Restrict the output to the lines below starting at the one that contains "M148,722l-1,34 -60,7 2,-40z" and ending at the one that contains "M134,923l2,30 -7,1 7,47", and restate them word for word, both ends included.

[Opening Material for the task section]

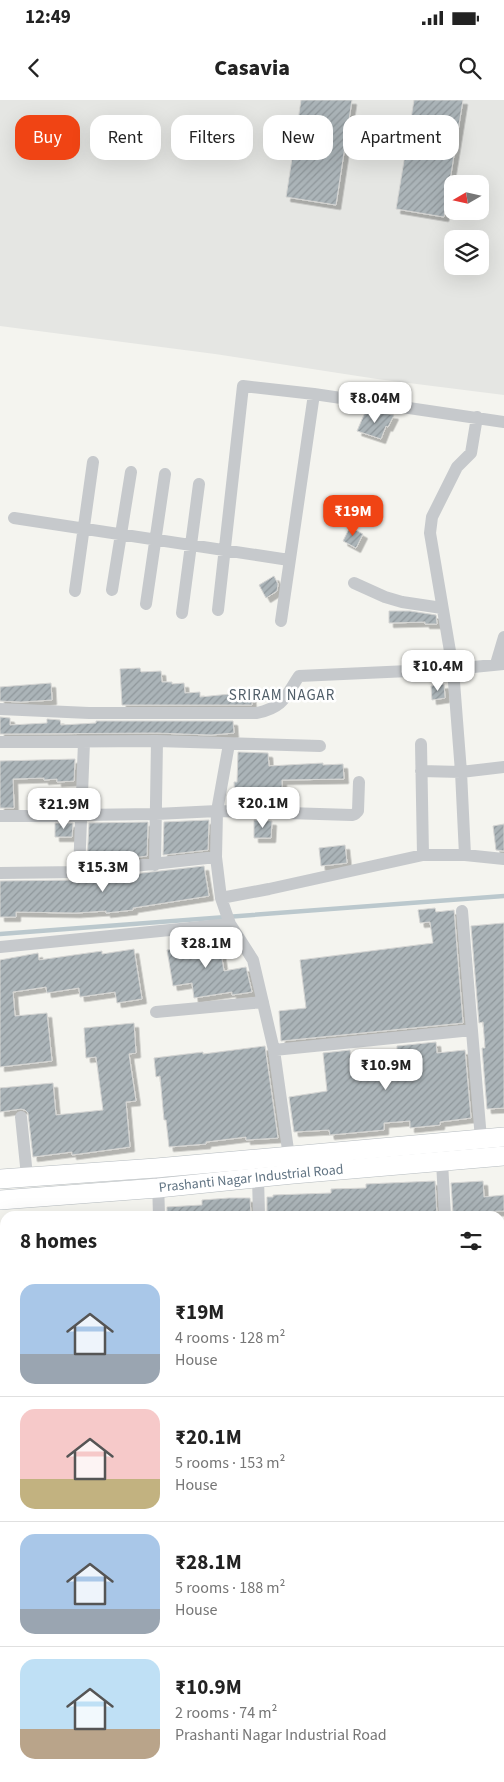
<!DOCTYPE html>
<html lang="en">
<head>
<meta charset="utf-8">
<style>
  :root { --surface:#fff; --page:#f6f6f6; --text:#222; --muted:#767676; --line:#e0e0e0; --accent:#f04414 }
  body { margin:0; font-family:"Source Sans 3",sans-serif; background:var(--page); color:var(--text); height:100vh; display:flex; flex-direction:column; font-size:19px; white-space:nowrap }
  * { box-sizing:border-box; margin:0 }
  p { font-size:16px; color:var(--muted) }
  .icon { flex:none; width:28px; height:28px; fill:none; stroke:currentColor; stroke-width:2; stroke-linecap:round; stroke-linejoin:round }
  .map { position:relative; flex:1; overflow:hidden }
  .sheet { position:absolute; left:0px; top:1111px; width:505px; height:571px; display:flex; flex-direction:column; background:var(--surface); border-radius:15px 15px 0 0; box-shadow:0 5px 20px #0002 }
  .sheet>* { flex:none }
  .banner { position:absolute; left:15px; top:15px; width:475px; height:45px; display:flex; gap:10px }
  .needle { width:32px; rotate:261deg }
  .buttons { position:absolute; left:444px; top:75px; display:grid; gap:10px }
  .buttons a { display:grid; place-items:center; width:45px; height:45px; border-radius:10px; background:var(--surface); box-shadow:0 5px 20px #0002; font-size:25px }
  .price { position:absolute; translate:-50% -42px; padding:0 11px; border-radius:10px; background:#fff; color:#222; font-size:16px; line-height:32px; filter:drop-shadow(0 1px 2px #0008) }
  .price::after { content:''; position:absolute; left:50%; top:30px; width:15px; height:11px; margin-left:-8px; background:inherit; clip-path:polygon(0 0,100% 0,50% 100%) }
  .price.current { background:var(--accent); color:#fff }
  ul { padding:0; list-style:none }
  li { display:flex; align-items:center; gap:15px; height:125px; padding:0 20px }
  li+li { border-top:1px solid var(--line) }
  li span { display:grid; place-items:center; flex:none; width:140px; height:100px; border-radius:15px; color:#555 }
  li>.icon { margin-inline-start:auto }
  span .icon { width:60px; height:60px; fill:#fffc; stroke-width:1 }
  li b { font-size:21px }
  h2 { display:flex; justify-content:space-between; align-items:center; height:60px; padding:0 20px; font-size:21px }
  .tag { padding:0 18px; border-radius:15px; background:var(--surface); box-shadow:0 5px 20px #0002; font-size:18px; line-height:45px }
  .tag.current { background:var(--accent); color:#fff }
  .status { display:flex; justify-content:space-between; align-items:center; height:35px; padding:0 25px; background:var(--surface); direction:ltr }
  .status svg { height:14px; fill:currentColor }
  header { display:flex; justify-content:space-between; align-items:center; height:65px; padding:0 20px; background:var(--surface); font-size:22px; font-weight:800 }
  .map>svg:first-child { display:block }
  .built { fill:#e5e6e3; fill-rule:evenodd }
  .green { fill:#d5dcd0 }
  .lines { fill:none; stroke-linecap:round; stroke-linejoin:round }
  .stream { stroke:#bbc8cd; stroke-width:4.5 }
  .building { fill:url(#building-hatch); stroke:#d5d5d3; filter:url(#shadow) }
  .secondary-casing { stroke:#b5bbbf; stroke-width:20 }
  .street { stroke:#c6c9cc; stroke-width:12 }
  .secondary { stroke:#fff; stroke-width:19 }
  .labels { text-anchor:middle; dominant-baseline:central; stroke-width:5; stroke-linejoin:round; paint-order:stroke }
  .street-label { font-size:14px; fill:#617483; stroke:#fff }
  .neighbourhood-label { font-size:15px; letter-spacing:1px; fill:#4f5d68; stroke:#fff }
</style>
</head>
<body>
<div class="status"><b>12:49</b><svg viewBox="0 0 49 12"><path d="M0 12V9h3v3zM5 12V6h3v6zM10 12V3h3v9zM15 12V0h3v12zM26 1h20v11H26zM47 4h2v5h-2z"/></svg></div>
<header><svg class="icon" aria-label="back" viewBox="0 0 24 24"><path d="M15 5l-7 7 7 7"/></svg>Casavia<svg class="icon" aria-label="search" viewBox="0 0 24 24"><circle cx="10" cy="10" r="6"/><path d="M15 15l6 6"/></svg></header>
<div class="map">
<svg width="504" height="1682" viewBox="0 0 504 1682">
  <defs>
    <pattern id="building-hatch" width="6" height="6" patternUnits="userSpaceOnUse" patternTransform="scale(1.25)"><rect width="6" height="6" fill="#abb4b8"/><path d="M-1 1l2-2M0 6l6-6M5 7l2-2" fill="none" stroke="#8f979b"/></pattern>
    <filter id="shadow"><feDropShadow dx="4.5" dy="4.5" stdDeviation="0" flood-color="#0004"/></filter>
  </defs>
  <rect width="100%" height="100%" fill="#f4f4ef"/>
  <path class="built" d="M0,0h504v295l-127,-16 -162,-25 -215,-28zM452,84h28v27h-28zM452,139h28v27h-28z"/>
  <path class="green" d="M0,1222h5v133h-5z"/>
  <g class="lines">
    <path class="stream" d="M0,834l504,-38"/>
  </g>
  <path class="building" d="M301,0h51l-16,105 -50,-8z
    M414,0h49l-19,117 -48,-8z
    M366,310l28,5 -6,12 -2,-1 -5,13 -24,-8z
    M350,427l13,7 -7,14 -13,-7z
    M274,476l4,8 -1,7 -11,7 -7,-13z
    M389,511h21l26,4 1,9h-12v-2l-36,1z
    M140,568l1,4 20,-1 1,11h10v2l12,-1 1,10 15,-1v5l51,-5 1,13h-130l-2,-36z
    M51,583l1,17 -31,2 -21,-1v-14z
    M444,584l1,14 -13,2 -1,-14z
    M0,617l10,1v7l37,-2v-4l13,1 1,5 35,-2v-2h137l1,12 -23,2 -54,-2 -157,1z
    M238,652l30,1 1,13 54,-3v2l20,-1 1,15 -62,1v16h-3v9l-44,-2 -1,-21h3z
    M75,659l-1,22 -17,1v-3l-13,1v-2l-31,1 1,29h-14v-47z
    M209,720l-1,30 -45,5 1,-33z
    M254,720l18,1 -1,17h-17z
    M148,722l-1,34 -60,7 2,-40z
    M55,723h18l-1,14h-17z
    M504,724v27l-8,-1 -3,-24z
    M345,745l2,18 -26,3 -2,-18z
    M204,766l5,30 -76,12v2l-27,3v-2l-30,2 -60,-1v5h-16v-36l80,-1z
    M435,808l1,4 18,-2 9,113 -182,18 -2,-30 27,-3 -6,-48 133,-17 -3,-21 -10,1 -2,-13z
    M504,823v185l-17,1 -5,-61h3l-2,-26 -4,1 -8,-97z
    M218,834l6,37 22,-4 6,25 -20,3v-3l-38,6 -2,-15 -19,3 -6,-36 19,-3 -1,-8z
    M134,849l8,50 -25,4 -2,-11 -35,5 -1,-9 -32,5 -1,-6 -33,5 2,24 32,-3 5,48 -52,6v-107l38,-7 1,7 63,-9v3z
    M134,923l2,30 -7,1 7,47 -10,1 4,45 -58,8v-3l-39,5 -5,-44 -3,-3 -4,-1 -21,3v-24l53,-5 3,32 47,-5 -7,-53 -10,1 -2,-30z
    M436,942l1,11 28,-3 6,68 -31,4v3l-30,3v-7l-26,2v7l-54,5 -1,-5 -35,2 -5,-35 38,-6 -4,-38 27,-3 1,10 29,-4v-3l17,-2v-5z
    M265,946l13,92 -32,2v-3l-40,5v2l-37,3 -3,-27h-2l-4,-44 -4,1 -2,-19 49,-6v2z
    M435,1081l2,35h-170v-19h6v-2l58,-2v-4l35,-1v-4z
    M483,1081l1,16 20,-2v16l-51,2 -2,-30z
    M229,1098h21l1,18h-84v-9l35,-2v-5z"/>
  <g class="lines">
    <g class="secondary-casing">
      <g id="secondary">
        <path d="M0,1079l156,-11 348,-31"/>
        <path id="s1" d="M0,1100l158,-12 135,-14 211,-18"/>
      </g>
    </g>
    <path class="street" d="M14,418l275,42
      M354,483l31,14 17,5 40,6
      M112,490l19,-118
      M75,491l18,-129
      M146,504l19,-130
      M218,510l25,-224 71,8 190,28
      M182,513l17,-129
      M281,521l33,-227
      M496,564l8,-27
      M0,609l89,4h168c27,-6 28,-16 42,-37l154,-7 51,-5
      M0,642l157,-1 163,5
      M229,644l-12,67 -1,46 5,41 9,26 23,36 21,90 15,107
      M421,644l2,111
      M421,671l40,1 43,-5
      M0,716l156,-2 61,-3 135,4 3,-1 3,-3 1,-29
      M465,755l-4,-83 -8,-103 -23,-136 2,-16 25,-50 14,-14 6,-36
      M155,765l2,-124
      M79,772l5,-130
      M0,773l79,-1 137,-15
      M221,798l48,-9 154,-34h42l39,4
      M462,811l19,228
      M0,847l230,-23
      M156,912l107,-10
      M274,950l198,-20
      M21,1017l6,59
      M442,1062l3,54
      M258,1077l1,39
      M158,1081l1,35
      M0,1209l5,-1
      M0,1363l5,-1
      M0,1487l5,-1
      M0,1608h5
      M171,1682v-4"/>
    <use href="#secondary" class="secondary"/>
  </g>
  <g class="labels">
    <g class="street-label">
      <text stroke="none"><textPath href="#s1" startOffset="252">Prashanti Nagar Industrial Road</textPath></text>
    </g>
    <g class="neighbourhood-label">
      <text x="282" y="595">SRIRAM NAGAR</text>
    </g>
  </g>
</svg>
<div class="buttons">
<a><svg class="needle" viewBox="-14 -14 28 28"><path d="M0-13l5 13h-10z" fill="#e53935"/><path d="M0 13l5-13h-10z" fill="#767676"/></svg></a>
<a><svg class="icon" aria-label="layers" viewBox="0 0 24 24"><path d="M12 4l9 5-9 5-9-5zM3 14l9 5 9-5"/></svg></a>
</div>
<b class="price" style="left:375px;top:324px">₹8.04M</b>
<b class="price current" style="left:353px;top:437px">₹19M</b>
<b class="price" style="left:438px;top:592px">₹10.4M</b>
<b class="price" style="left:263px;top:729px">₹20.1M</b>
<b class="price" style="left:64px;top:730px">₹21.9M</b>
<b class="price" style="left:103px;top:793px">₹15.3M</b>
<b class="price" style="left:206px;top:869px">₹28.1M</b>
<b class="price" style="left:386px;top:991px">₹10.9M</b>
<div class="banner">
<a class="tag current">Buy</a>
<a class="tag">Rent</a>
<a class="tag">Filters</a>
<a class="tag">New</a>
<a class="tag">Apartment</a>
</div>
<section class="sheet">
<h2>8 homes<svg class="icon" aria-label="filters" viewBox="0 0 24 24"><path d="M4 7h16M4 17h16"/><circle cx="9" cy="7" r="2"/><circle cx="15" cy="17" r="2"/></svg></h2>
<ul>
<li><span style="background:linear-gradient(#a9c7e8 70%,#9aa5b1 0)"><svg class="icon" aria-label="home" viewBox="0 0 24 24"><path d="M3 11l9-7 9 7M6 9v11h12V9"/></svg></span><div><b>₹19M</b><p>4 rooms · 128 m²</p><p>House</p></div></li>
<li><span style="background:linear-gradient(#f6c9c9 70%,#c2b280 0)"><svg class="icon" aria-label="home" viewBox="0 0 24 24"><path d="M3 11l9-7 9 7M6 9v11h12V9"/></svg></span><div><b>₹20.1M</b><p>5 rooms · 153 m²</p><p>House</p></div></li>
<li><span style="background:linear-gradient(#a9c7e8 75%,#9aa5b1 0)"><svg class="icon" aria-label="home" viewBox="0 0 24 24"><path d="M3 11l9-7 9 7M6 9v11h12V9"/></svg></span><div><b>₹28.1M</b><p>5 rooms · 188 m²</p><p>House</p></div></li>
<li><span style="background:linear-gradient(#bfe0f5 70%,#b9a48a 0)"><svg class="icon" aria-label="home" viewBox="0 0 24 24"><path d="M3 11l9-7 9 7M6 9v11h12V9"/></svg></span><div><b>₹10.9M</b><p>2 rooms · 74 m²</p><p>Prashanti Nagar Industrial Road</p></div></li>
</ul>
</section>
</div>
</body>
</html>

[Closing Material for the task section]

* **Result**
    M148,722l-1,34 -60,7 2,-40z
    M55,723h18l-1,14h-17z
    M504,724v27l-8,-1 -3,-24z
    M345,745l2,18 -26,3 -2,-18z
    M204,766l5,30 -76,12v2l-27,3v-2l-30,2 -60,-1v5h-16v-36l80,-1z
    M435,808l1,4 18,-2 9,113 -182,18 -2,-30 27,-3 -6,-48 133,-17 -3,-21 -10,1 -2,-13z
    M504,823v185l-17,1 -5,-61h3l-2,-26 -4,1 -8,-97z
    M218,834l6,37 22,-4 6,25 -20,3v-3l-38,6 -2,-15 -19,3 -6,-36 19,-3 -1,-8z
    M134,849l8,50 -25,4 -2,-11 -35,5 -1,-9 -32,5 -1,-6 -33,5 2,24 32,-3 5,48 -52,6v-107l38,-7 1,7 63,-9v3z
    M134,923l2,30 -7,1 7,47 -10,1 4,45 -58,8v-3l-39,5 -5,-44 -3,-3 -4,-1 -21,3v-24l53,-5 3,32 47,-5 -7,-53 -10,1 -2,-30z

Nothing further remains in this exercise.